[LISTED ENTRIES — start]
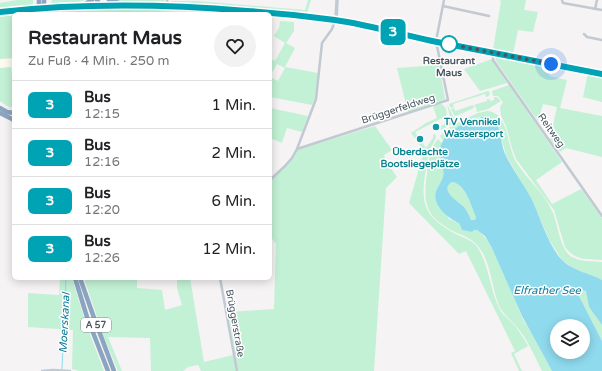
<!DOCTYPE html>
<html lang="de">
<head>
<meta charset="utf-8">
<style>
  body { margin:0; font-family:"Varela Round",sans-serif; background:#f2f2f2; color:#202124; height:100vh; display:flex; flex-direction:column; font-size:15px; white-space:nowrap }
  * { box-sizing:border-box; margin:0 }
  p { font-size:13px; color:#757577 }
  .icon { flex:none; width:22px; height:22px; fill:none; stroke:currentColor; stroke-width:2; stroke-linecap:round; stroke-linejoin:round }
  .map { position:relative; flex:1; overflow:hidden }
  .sheet { position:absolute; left:12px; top:12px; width:260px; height:268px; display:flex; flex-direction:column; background:#fff; border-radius:6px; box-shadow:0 2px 10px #0003 }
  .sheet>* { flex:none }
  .badge { padding:0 8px; border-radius:6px; font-size:14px; line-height:26px }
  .buttons { position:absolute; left:550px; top:319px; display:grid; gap:8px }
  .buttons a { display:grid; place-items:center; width:40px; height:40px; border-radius:50%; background:#fff; box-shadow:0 2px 10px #0003; font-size:20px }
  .you { position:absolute; width:20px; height:20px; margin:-10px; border:3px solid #fff; border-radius:50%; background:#1a73e8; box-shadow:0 0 0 6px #1a73e833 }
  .map>.badge { position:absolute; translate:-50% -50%; box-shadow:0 0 0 2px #fff }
  .round { display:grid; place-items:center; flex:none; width:42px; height:42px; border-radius:21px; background:#f2f2f2 }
  .headline { display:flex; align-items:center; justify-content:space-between; height:68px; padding:0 16px }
  h1 { font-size:19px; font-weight:700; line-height:30px }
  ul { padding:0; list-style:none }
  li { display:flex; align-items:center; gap:12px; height:48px; padding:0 16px; border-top:1px solid #e0e0e0 }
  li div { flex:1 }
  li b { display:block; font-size:15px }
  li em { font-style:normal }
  li .badge { min-width:44px; font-weight:700; text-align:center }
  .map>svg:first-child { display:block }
</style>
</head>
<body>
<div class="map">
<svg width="602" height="371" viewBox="0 0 602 371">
  <rect width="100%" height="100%" fill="#f5f3f3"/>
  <path fill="#fdf9ef" d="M14,58V98L11,67L0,68V59Z"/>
  <g fill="#c3f1d5">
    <path d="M17,0H33V5L0,8V3Z"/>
    <path d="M52,0H86L79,2L51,3Z"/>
    <path d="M116,0H164L166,3L129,2Z"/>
    <path d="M308,0H311L307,13L171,4V1H197L305,10Z"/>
    <path d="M499,0H526L524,10L538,12L533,32L518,30L513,54L493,50L501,1Z"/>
    <path d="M133,9H177L178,11L117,14H51V12Z"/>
    <path d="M14,15V58L0,59V17Z"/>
    <path d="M280,21L294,22V31L286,43L295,48L285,67L318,73L315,98L312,105L270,97V77L278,81L285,68L277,64L270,76V58L275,61L285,43L274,36L279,28Z"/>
    <path d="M498,56L551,66L549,76L567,80L560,108L602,116V157L566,148L560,152L550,139L557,107L543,104L538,121L496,61L495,57Z"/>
    <path d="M492,59L507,83L480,91L464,69Z"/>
    <path d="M439,65L445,99L408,112L397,68Z"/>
    <path d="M11,67L14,98L13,108L7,106L0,101V68Z"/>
    <path d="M588,73L602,76V102L583,97Z"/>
    <path d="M509,85L562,162L536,180L552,204L581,189L602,218V260C586,259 576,261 565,247L554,210L516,159L512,148L506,126L501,116L500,107L503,102L498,96H493L492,91Z"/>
    <path d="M488,91L490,93L489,96L486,97L485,94L453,104L454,107L451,108L449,104Z"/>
    <path d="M494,97H497L501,101L488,109L477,112L476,110L477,109L474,105L487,101V99H489L490,101L494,100Z"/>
    <path d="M439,103C445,105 448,110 446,116L415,132L426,148L433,138V135L435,134L436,138L430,149L428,155L424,153V151L411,133L426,123L437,118L433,106Z"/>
    <path d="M447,104L456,122L441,130L439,127L451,121Z"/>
    <path d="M473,105L474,108L456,116L454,115L451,109L454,108L455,111Z"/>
    <path d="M270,108L308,116L302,132L287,128L282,143L270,138Z"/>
    <path d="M487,111C508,112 507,143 514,158C523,176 546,194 553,213C558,225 560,250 572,257C581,262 592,261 602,262V280L573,268L562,260L550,241L531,199L506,155L497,123L479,117L467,122L465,119L478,113Z"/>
    <path d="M464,120L466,123C457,127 449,133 443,141L440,136L446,131L445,130Z"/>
    <path d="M375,126L392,150L384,155L386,161L397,177L386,188L374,371H238L228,312L274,309L276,244L270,236V181C281,171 291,163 297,150Z"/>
    <path d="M438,139L442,143C438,155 444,165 443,176C442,181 438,187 436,192L449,219L459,223L462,230L472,232L474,230H477C498,244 512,299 525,323V324H526L552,371H542C535,357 529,343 520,331C514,323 505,316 500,308C491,288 492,262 477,245C473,240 465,236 459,234C428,219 422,208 427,173C428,162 430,148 438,139Z"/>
    <path d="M423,155L428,157C421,197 417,215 458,235C464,238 474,241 478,248C489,266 490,289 499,308C502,315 510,320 515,326C520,332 524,339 528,346L514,354L522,371H519L511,353L515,351L466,251L459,254L409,203Z"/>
    <path d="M452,182C466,184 471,206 476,217L475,220H471C469,215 467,210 463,206C457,201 439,190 452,182Z"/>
    <path d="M60,278H72L86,324L104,371H79L72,369L73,330L28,327V293L59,295Z"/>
    <path d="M84,278H137V288L162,290L165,310L182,305L177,288V278H190L204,362L233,355L236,371H201L198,365L188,367L183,371H151L150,338L108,337L122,371H118L103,335Z"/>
    <path d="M582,290H584L587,292L589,307L602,325V341L580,298L579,294Z"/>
  </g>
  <path fill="#90daee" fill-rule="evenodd" d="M488,116C503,123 499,142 506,156C513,170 523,184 531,198C540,216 549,248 563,261C574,271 589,273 602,280V325L589,307L586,291L582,290L579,296L602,341V371H552L522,316L492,248L485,236L477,230H474L472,232L462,230L459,223C448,218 432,206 436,191C438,187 441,182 443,177C445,168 439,159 440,150C442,130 471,119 488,116ZM452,182C466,184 471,206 476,217L475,220H471C469,215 467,210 463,206C457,201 439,190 452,182ZM557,326H583V352H557Z"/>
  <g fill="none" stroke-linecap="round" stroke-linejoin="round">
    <path stroke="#90daee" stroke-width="1" d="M62,369L66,278"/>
    <g stroke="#c1cad2" stroke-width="2.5">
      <path d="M167,0L168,6"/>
      <path d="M562,0L563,3L602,10"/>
      <path d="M443,6L489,16"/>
      <path d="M595,9L597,0"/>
      <path d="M584,34L587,37L602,40"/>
      <path d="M493,53V60L602,216"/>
      <path d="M297,149L448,100L436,41L444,0"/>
      <path d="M270,180L285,166L292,158L297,149L316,99L322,43L332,29L335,21"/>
      <path d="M220,278L237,371"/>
      <path d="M42,371L53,370L70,371"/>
    </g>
    <g stroke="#c1cbd6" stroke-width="3.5">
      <path d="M1,12L55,7L126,5L199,8L296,15L364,25L436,41L602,74"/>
      <path d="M336,20L337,0"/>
    </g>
    <g stroke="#8ba5c1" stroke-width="4.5">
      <path d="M39,0V14"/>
      <path d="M44,0V14"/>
      <path d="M97,0L100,5"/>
      <path d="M109,0L126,5"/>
      <path d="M82,6L92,0"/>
      <path d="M0,13L3,11"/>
      <path d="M0,108L7,112L14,113"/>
      <path d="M0,113L14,120"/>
      <path d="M75,278L87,317L108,371"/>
      <path d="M80,278L93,315L114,371"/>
    </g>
  </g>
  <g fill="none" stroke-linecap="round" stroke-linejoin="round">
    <defs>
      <path id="line" d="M0,12C82,3 165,4 247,11C277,13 306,16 335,20C370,25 403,35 437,42C492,53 547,63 602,74"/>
    </defs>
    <use href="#line" stroke="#fff" stroke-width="9"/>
    <use href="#line" stroke="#00a3b4" stroke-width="6"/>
    <path stroke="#4a5661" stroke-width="4" stroke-dasharray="0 7.2" d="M449,44L551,64"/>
  </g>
  <circle fill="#fff" stroke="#00a3b4" stroke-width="2" cx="449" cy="44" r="8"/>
  <g fill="#0f9aa8" stroke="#fff" stroke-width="1.5">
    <circle cx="436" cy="127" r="4"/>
    <circle cx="420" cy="139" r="4"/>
  </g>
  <g text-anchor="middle" stroke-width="3" stroke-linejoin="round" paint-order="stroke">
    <rect fill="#fff" stroke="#808990" stroke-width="1" x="81" y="318" width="30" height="14" rx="3"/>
    <g font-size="9" font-weight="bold" fill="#4a5661">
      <text x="96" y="328">A 57</text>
    </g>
    <g font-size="10" font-weight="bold" fill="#4a5661" stroke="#fff">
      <text x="449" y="64">Restaurant<tspan x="449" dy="12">Maus</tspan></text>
    </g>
    <g font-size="10" fill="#4a5661" stroke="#fff">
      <text transform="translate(398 108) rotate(-18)" y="4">Brüggerfeldweg</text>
      <text transform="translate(552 130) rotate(55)" y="4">Reitweg</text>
      <text transform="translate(236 323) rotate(80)" y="4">Brüggerstraße</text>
    </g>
    <g font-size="10" font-weight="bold" fill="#0d838f" stroke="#fff" text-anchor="start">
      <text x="444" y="125">TV Vennikel<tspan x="444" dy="12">Wassersport</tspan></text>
      <text x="420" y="155" text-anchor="middle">Überdachte<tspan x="420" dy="12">Bootsliegeplätze</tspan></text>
    </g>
    <g font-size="11" font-style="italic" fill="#0c7c9b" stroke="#fff">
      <text x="547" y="294">Elfrather See</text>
      <text transform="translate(64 323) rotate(-87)" y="4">Moerskanal</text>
    </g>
  </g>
</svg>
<div class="buttons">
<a><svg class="icon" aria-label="layers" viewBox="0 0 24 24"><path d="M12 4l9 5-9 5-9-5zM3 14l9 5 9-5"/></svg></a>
</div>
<div class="you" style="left:551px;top:64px"></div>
<b class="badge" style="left:393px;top:32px;background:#00a3b4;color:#fff">3</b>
<section class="sheet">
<div class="headline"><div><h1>Restaurant Maus</h1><p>Zu Fuß · 4 Min. · 250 m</p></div><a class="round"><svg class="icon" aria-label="heart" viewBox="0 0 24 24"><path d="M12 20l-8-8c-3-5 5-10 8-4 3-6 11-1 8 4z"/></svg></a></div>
<ul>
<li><span class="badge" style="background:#00a3b4;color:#fff">3</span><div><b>Bus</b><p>12:15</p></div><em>1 Min.</em></li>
<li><span class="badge" style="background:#00a3b4;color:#fff">3</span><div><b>Bus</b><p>12:16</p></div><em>2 Min.</em></li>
<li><span class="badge" style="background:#00a3b4;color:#fff">3</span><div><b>Bus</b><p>12:20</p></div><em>6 Min.</em></li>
<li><span class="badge" style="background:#00a3b4;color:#fff">3</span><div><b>Bus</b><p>12:26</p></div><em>12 Min.</em></li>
</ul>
</section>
</div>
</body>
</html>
[LISTED ENTRIES — finish]
● **PROBLEM STATEMENT**
Copy every line from the material in which the word "solid" can be found.

● **WORKED SOLUTION**
  .you { position:absolute; width:20px; height:20px; margin:-10px; border:3px solid #fff; border-radius:50%; background:#1a73e8; box-shadow:0 0 0 6px #1a73e833 }
  li { display:flex; align-items:center; gap:12px; height:48px; padding:0 16px; border-top:1px solid #e0e0e0 }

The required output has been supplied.